◆ TASK DIRECTIONS
Character for character, write out the data below.

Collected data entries
━━━━━━
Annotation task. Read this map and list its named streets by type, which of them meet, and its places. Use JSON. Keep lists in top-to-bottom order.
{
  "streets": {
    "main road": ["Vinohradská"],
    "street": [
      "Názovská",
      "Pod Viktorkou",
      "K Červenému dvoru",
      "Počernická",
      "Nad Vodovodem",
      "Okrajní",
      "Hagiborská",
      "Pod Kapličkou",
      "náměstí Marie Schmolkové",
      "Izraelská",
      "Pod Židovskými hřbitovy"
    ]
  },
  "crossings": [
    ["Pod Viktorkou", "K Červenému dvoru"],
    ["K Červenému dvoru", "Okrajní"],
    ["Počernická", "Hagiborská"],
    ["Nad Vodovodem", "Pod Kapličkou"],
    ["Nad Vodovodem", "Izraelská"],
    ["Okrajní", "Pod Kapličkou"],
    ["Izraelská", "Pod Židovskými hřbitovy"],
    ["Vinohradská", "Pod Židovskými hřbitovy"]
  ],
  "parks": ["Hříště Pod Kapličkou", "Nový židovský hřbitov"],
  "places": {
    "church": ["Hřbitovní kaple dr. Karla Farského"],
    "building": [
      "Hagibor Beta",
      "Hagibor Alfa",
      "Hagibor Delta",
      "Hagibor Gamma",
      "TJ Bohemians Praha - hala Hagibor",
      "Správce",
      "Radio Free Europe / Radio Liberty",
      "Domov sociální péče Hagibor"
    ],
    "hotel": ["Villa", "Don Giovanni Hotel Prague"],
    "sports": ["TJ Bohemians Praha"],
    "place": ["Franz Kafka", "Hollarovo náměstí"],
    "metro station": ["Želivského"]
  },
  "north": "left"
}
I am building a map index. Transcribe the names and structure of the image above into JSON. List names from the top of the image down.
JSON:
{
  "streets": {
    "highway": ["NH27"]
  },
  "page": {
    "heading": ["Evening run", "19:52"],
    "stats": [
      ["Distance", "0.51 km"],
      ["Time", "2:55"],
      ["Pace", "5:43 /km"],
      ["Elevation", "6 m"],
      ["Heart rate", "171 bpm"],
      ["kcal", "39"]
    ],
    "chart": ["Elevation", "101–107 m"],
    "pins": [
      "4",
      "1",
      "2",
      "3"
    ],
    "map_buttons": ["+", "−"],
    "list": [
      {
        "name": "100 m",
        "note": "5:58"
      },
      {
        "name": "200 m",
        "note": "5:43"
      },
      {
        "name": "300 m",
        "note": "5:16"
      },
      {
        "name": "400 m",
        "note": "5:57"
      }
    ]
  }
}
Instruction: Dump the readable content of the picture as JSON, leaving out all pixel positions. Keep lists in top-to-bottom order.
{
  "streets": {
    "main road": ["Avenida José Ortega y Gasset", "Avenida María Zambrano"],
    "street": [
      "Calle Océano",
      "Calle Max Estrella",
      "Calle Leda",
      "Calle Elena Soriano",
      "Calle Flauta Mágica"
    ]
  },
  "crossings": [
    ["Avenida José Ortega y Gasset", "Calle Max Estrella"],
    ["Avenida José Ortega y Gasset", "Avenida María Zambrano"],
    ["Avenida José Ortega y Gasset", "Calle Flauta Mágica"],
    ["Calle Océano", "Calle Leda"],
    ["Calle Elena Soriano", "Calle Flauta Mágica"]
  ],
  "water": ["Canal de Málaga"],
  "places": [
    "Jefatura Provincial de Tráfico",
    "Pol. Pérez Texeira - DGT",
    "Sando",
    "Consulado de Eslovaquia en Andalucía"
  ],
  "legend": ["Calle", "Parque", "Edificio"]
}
━━━━━━
◆ RESULT
Annotation task. Read this map and list its named streets by type, which of them meet, and its places. Use JSON. Keep lists in top-to-bottom order.
{
  "streets": {
    "main road": ["Vinohradská"],
    "street": [
      "Názovská",
      "Pod Viktorkou",
      "K Červenému dvoru",
      "Počernická",
      "Nad Vodovodem",
      "Okrajní",
      "Hagiborská",
      "Pod Kapličkou",
      "náměstí Marie Schmolkové",
      "Izraelská",
      "Pod Židovskými hřbitovy"
    ]
  },
  "crossings": [
    ["Pod Viktorkou", "K Červenému dvoru"],
    ["K Červenému dvoru", "Okrajní"],
    ["Počernická", "Hagiborská"],
    ["Nad Vodovodem", "Pod Kapličkou"],
    ["Nad Vodovodem", "Izraelská"],
    ["Okrajní", "Pod Kapličkou"],
    ["Izraelská", "Pod Židovskými hřbitovy"],
    ["Vinohradská", "Pod Židovskými hřbitovy"]
  ],
  "parks": ["Hříště Pod Kapličkou", "Nový židovský hřbitov"],
  "places": {
    "church": ["Hřbitovní kaple dr. Karla Farského"],
    "building": [
      "Hagibor Beta",
      "Hagibor Alfa",
      "Hagibor Delta",
      "Hagibor Gamma",
      "TJ Bohemians Praha - hala Hagibor",
      "Správce",
      "Radio Free Europe / Radio Liberty",
      "Domov sociální péče Hagibor"
    ],
    "hotel": ["Villa", "Don Giovanni Hotel Prague"],
    "sports": ["TJ Bohemians Praha"],
    "place": ["Franz Kafka", "Hollarovo náměstí"],
    "metro station": ["Želivského"]
  },
  "north": "left"
}
I am building a map index. Transcribe the names and structure of the image above into JSON. List names from the top of the image down.
JSON:
{
  "streets": {
    "highway": ["NH27"]
  },
  "page": {
    "heading": ["Evening run", "19:52"],
    "stats": [
      ["Distance", "0.51 km"],
      ["Time", "2:55"],
      ["Pace", "5:43 /km"],
      ["Elevation", "6 m"],
      ["Heart rate", "171 bpm"],
      ["kcal", "39"]
    ],
    "chart": ["Elevation", "101–107 m"],
    "pins": [
      "4",
      "1",
      "2",
      "3"
    ],
    "map_buttons": ["+", "−"],
    "list": [
      {
        "name": "100 m",
        "note": "5:58"
      },
      {
        "name": "200 m",
        "note": "5:43"
      },
      {
        "name": "300 m",
        "note": "5:16"
      },
      {
        "name": "400 m",
        "note": "5:57"
      }
    ]
  }
}
Instruction: Dump the readable content of the picture as JSON, leaving out all pixel positions. Keep lists in top-to-bottom order.
{
  "streets": {
    "main road": ["Avenida José Ortega y Gasset", "Avenida María Zambrano"],
    "street": [
      "Calle Océano",
      "Calle Max Estrella",
      "Calle Leda",
      "Calle Elena Soriano",
      "Calle Flauta Mágica"
    ]
  },
  "crossings": [
    ["Avenida José Ortega y Gasset", "Calle Max Estrella"],
    ["Avenida José Ortega y Gasset", "Avenida María Zambrano"],
    ["Avenida José Ortega y Gasset", "Calle Flauta Mágica"],
    ["Calle Océano", "Calle Leda"],
    ["Calle Elena Soriano", "Calle Flauta Mágica"]
  ],
  "water": ["Canal de Málaga"],
  "places": [
    "Jefatura Provincial de Tráfico",
    "Pol. Pérez Texeira - DGT",
    "Sando",
    "Consulado de Eslovaquia en Andalucía"
  ],
  "legend": ["Calle", "Parque", "Edificio"]
}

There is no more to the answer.